Scrape Twitter/X Profiles Without API at Scale (2026)

Q: What fields does the actor return per tweet?

Up to 8 fields per tweet: text, likes, retweets, replies, posted_date (ISO 8601), media_urls (array), author handle, and url. Quote tweets and replies are included with the same schema. The actor returns up to 100 most-recent tweets per profile per run, controlled by the maxTweetsPerUser input.

Q: How fresh is the data?

Each run pulls live from twitter.com / x.com at request time. Tweets typically index within seconds of posting, so the actor returns essentially real-time data for active profiles.

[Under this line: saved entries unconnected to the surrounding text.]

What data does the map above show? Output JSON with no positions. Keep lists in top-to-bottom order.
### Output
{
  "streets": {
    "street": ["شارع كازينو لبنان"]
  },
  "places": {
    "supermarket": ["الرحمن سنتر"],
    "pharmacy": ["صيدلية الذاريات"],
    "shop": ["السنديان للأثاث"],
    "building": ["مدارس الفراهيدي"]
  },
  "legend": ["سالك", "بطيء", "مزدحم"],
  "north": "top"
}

For continuous monitoring of breaking-news handles or executive accounts, schedule the actor at hourly cadence; for general profile tracking, daily is sufficient.

Published April 27, 2026 · 1538 words · For researchers

Thirdwatch's Twitter/X Profile Scraper returns public tweets from any X handle at $0.003 per tweet — text, likes, retweets, replies, posted date, and media URLs — without requiring a login, cookies, or X API credentials. Built for social-media analysts, brand-monitoring teams, journalists pulling public timelines, investor-research desks watching exec accounts, and content researchers building tweet corpora.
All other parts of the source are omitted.